───── DATA BLOCK ─────

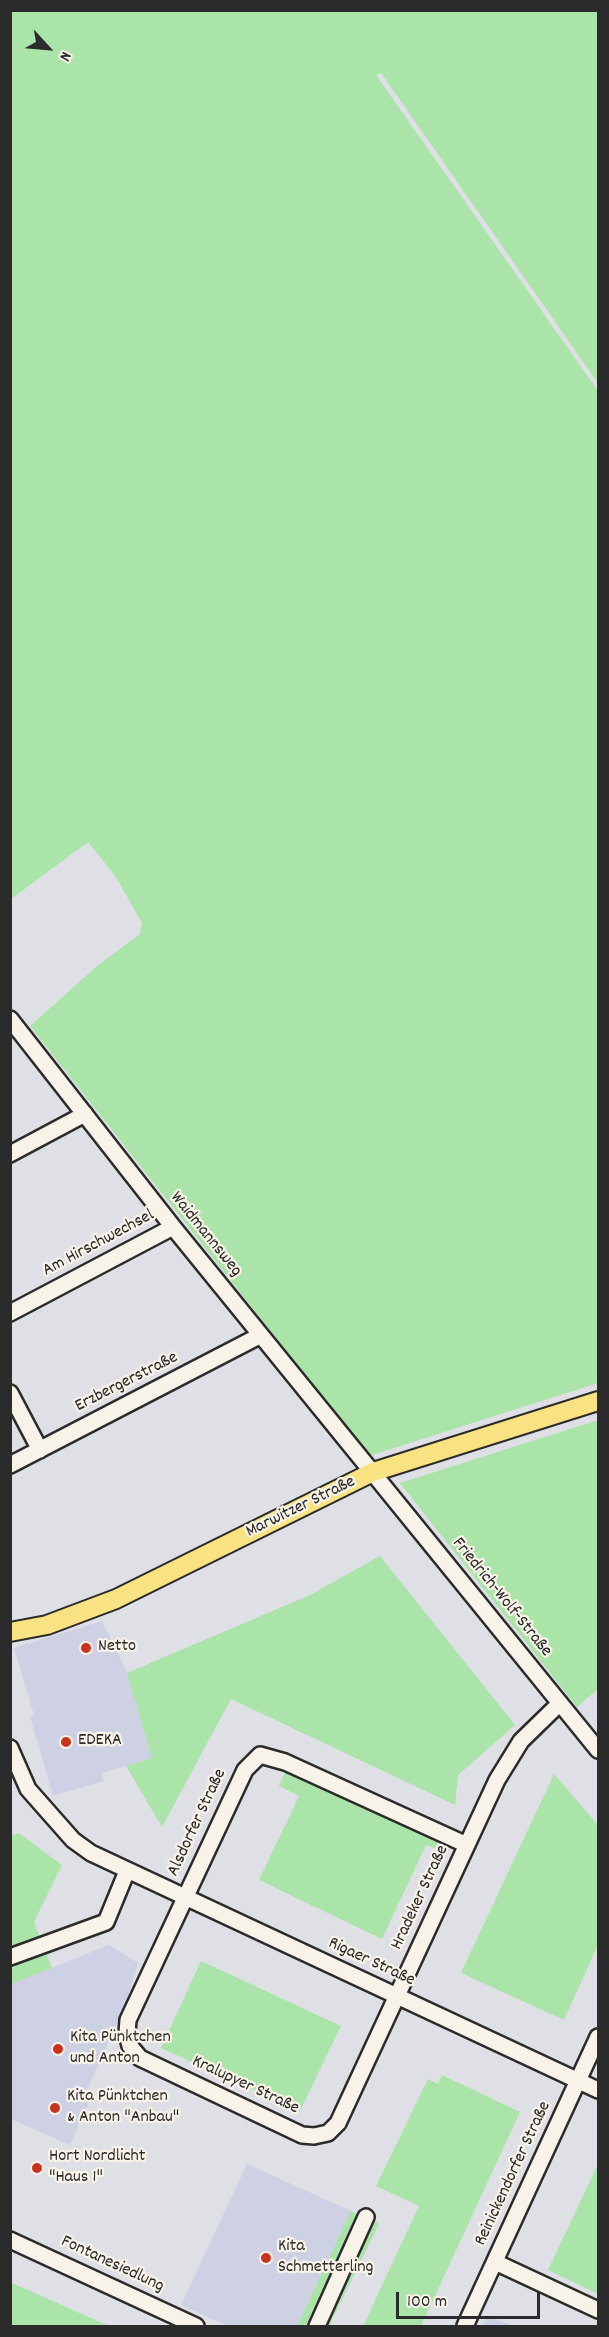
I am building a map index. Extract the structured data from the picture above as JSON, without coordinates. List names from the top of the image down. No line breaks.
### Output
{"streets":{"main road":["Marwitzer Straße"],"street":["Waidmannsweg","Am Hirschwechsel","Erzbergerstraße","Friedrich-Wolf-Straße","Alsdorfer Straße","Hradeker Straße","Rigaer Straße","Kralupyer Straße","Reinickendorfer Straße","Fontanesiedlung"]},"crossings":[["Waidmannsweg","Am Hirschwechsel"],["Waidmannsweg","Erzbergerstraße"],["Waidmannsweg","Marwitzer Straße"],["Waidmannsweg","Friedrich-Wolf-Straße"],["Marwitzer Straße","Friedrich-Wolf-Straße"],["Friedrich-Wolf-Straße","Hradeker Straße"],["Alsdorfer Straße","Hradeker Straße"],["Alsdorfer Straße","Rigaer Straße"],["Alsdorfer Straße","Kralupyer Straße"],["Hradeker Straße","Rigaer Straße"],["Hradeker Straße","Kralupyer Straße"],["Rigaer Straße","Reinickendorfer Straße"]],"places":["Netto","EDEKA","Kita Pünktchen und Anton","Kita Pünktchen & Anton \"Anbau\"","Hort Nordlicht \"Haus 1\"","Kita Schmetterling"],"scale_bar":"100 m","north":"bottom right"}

─────

What is needed is the data above, retyped exactly, with every picture left out.

I am building a map index. Extract the structured data from the picture above as JSON, without coordinates. List names from the top of the image down. No line breaks.
### Output
{"streets":{"main road":["Marwitzer Straße"],"street":["Waidmannsweg","Am Hirschwechsel","Erzbergerstraße","Friedrich-Wolf-Straße","Alsdorfer Straße","Hradeker Straße","Rigaer Straße","Kralupyer Straße","Reinickendorfer Straße","Fontanesiedlung"]},"crossings":[["Waidmannsweg","Am Hirschwechsel"],["Waidmannsweg","Erzbergerstraße"],["Waidmannsweg","Marwitzer Straße"],["Waidmannsweg","Friedrich-Wolf-Straße"],["Marwitzer Straße","Friedrich-Wolf-Straße"],["Friedrich-Wolf-Straße","Hradeker Straße"],["Alsdorfer Straße","Hradeker Straße"],["Alsdorfer Straße","Rigaer Straße"],["Alsdorfer Straße","Kralupyer Straße"],["Hradeker Straße","Rigaer Straße"],["Hradeker Straße","Kralupyer Straße"],["Rigaer Straße","Reinickendorfer Straße"]],"places":["Netto","EDEKA","Kita Pünktchen und Anton","Kita Pünktchen & Anton \"Anbau\"","Hort Nordlicht \"Haus 1\"","Kita Schmetterling"],"scale_bar":"100 m","north":"bottom right"}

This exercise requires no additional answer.